Task statement >>
What is the number of lines in the listing below that include the string "بزرگمهر"? Answer with that number alone.

------------------------------------

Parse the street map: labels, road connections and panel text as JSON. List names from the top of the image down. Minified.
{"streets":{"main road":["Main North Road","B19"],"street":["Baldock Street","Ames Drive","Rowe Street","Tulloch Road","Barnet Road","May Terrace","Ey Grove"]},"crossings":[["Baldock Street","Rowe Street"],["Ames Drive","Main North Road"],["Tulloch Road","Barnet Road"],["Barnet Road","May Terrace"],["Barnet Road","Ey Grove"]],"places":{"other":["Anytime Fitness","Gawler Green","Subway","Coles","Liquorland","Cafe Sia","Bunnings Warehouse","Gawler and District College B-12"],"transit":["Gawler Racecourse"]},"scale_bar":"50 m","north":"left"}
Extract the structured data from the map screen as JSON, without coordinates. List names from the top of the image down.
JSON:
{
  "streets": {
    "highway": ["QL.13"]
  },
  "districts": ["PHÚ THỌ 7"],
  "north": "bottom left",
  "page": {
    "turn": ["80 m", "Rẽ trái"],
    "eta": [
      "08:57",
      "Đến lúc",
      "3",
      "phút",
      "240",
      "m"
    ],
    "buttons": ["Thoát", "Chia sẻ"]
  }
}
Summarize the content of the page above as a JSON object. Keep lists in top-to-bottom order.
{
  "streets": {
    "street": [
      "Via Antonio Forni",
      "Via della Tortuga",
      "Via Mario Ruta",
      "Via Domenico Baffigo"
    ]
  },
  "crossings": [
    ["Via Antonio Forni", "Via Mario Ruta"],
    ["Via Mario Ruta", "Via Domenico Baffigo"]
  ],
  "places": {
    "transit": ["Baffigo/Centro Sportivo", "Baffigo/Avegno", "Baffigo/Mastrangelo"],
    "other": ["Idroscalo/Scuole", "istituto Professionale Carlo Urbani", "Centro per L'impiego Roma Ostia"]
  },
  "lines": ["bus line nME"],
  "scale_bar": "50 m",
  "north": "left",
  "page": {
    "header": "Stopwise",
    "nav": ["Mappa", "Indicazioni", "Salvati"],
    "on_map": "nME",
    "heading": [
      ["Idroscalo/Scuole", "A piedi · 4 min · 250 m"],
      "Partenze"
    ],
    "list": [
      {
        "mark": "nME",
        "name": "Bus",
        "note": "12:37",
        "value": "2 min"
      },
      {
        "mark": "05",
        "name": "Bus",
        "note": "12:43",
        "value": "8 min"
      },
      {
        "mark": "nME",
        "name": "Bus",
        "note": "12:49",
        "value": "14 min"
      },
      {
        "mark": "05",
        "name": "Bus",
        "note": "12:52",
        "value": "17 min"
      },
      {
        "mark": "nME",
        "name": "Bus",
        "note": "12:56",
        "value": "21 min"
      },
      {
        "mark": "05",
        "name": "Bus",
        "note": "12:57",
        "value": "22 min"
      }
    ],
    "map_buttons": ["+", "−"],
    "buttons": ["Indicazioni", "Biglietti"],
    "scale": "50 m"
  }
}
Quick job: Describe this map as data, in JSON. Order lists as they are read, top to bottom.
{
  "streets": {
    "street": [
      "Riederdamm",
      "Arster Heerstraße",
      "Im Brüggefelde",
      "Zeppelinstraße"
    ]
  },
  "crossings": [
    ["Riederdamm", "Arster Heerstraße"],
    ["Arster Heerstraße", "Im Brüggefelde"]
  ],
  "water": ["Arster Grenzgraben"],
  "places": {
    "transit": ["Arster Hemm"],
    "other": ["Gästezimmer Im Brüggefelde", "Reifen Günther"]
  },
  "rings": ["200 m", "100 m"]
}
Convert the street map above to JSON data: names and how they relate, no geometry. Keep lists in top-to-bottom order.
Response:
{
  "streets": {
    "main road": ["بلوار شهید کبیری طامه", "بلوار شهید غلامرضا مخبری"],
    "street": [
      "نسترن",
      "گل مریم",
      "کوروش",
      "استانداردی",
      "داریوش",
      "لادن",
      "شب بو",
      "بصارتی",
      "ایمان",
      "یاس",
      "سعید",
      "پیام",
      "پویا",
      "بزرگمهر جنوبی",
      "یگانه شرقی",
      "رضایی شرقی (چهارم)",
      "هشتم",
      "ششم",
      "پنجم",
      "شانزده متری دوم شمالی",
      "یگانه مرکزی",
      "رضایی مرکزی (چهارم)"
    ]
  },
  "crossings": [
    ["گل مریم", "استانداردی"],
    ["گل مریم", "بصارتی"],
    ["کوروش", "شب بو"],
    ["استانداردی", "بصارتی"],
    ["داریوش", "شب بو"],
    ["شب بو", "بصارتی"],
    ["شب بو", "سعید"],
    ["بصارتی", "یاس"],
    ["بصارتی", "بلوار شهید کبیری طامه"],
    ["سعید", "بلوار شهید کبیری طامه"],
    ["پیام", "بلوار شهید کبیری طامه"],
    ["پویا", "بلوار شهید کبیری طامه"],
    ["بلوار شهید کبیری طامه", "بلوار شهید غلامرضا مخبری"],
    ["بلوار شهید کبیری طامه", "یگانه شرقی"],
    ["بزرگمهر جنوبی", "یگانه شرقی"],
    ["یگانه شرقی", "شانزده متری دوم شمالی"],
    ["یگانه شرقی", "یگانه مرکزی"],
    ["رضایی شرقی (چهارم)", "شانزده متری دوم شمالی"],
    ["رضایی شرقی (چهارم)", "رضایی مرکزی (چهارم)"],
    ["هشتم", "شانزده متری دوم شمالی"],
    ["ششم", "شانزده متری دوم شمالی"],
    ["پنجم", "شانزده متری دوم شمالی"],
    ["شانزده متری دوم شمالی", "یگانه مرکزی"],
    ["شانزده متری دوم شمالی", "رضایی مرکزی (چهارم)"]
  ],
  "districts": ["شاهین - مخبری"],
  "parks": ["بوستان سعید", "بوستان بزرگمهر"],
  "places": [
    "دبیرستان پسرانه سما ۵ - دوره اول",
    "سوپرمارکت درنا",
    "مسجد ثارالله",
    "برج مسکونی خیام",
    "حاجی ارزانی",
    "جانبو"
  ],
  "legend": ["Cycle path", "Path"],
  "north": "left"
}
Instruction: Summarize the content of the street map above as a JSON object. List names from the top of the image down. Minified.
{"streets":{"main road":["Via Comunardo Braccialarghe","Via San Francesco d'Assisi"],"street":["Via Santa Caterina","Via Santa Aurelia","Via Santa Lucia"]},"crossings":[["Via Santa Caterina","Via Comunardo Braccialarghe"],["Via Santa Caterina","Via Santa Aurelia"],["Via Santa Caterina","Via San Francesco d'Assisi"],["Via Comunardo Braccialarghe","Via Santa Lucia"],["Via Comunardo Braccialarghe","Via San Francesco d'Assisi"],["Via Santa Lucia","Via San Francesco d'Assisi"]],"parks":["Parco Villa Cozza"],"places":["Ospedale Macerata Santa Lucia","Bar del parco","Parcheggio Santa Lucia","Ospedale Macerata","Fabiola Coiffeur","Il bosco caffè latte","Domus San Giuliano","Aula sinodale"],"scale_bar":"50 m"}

------------------------------------

Exercise solution >>
3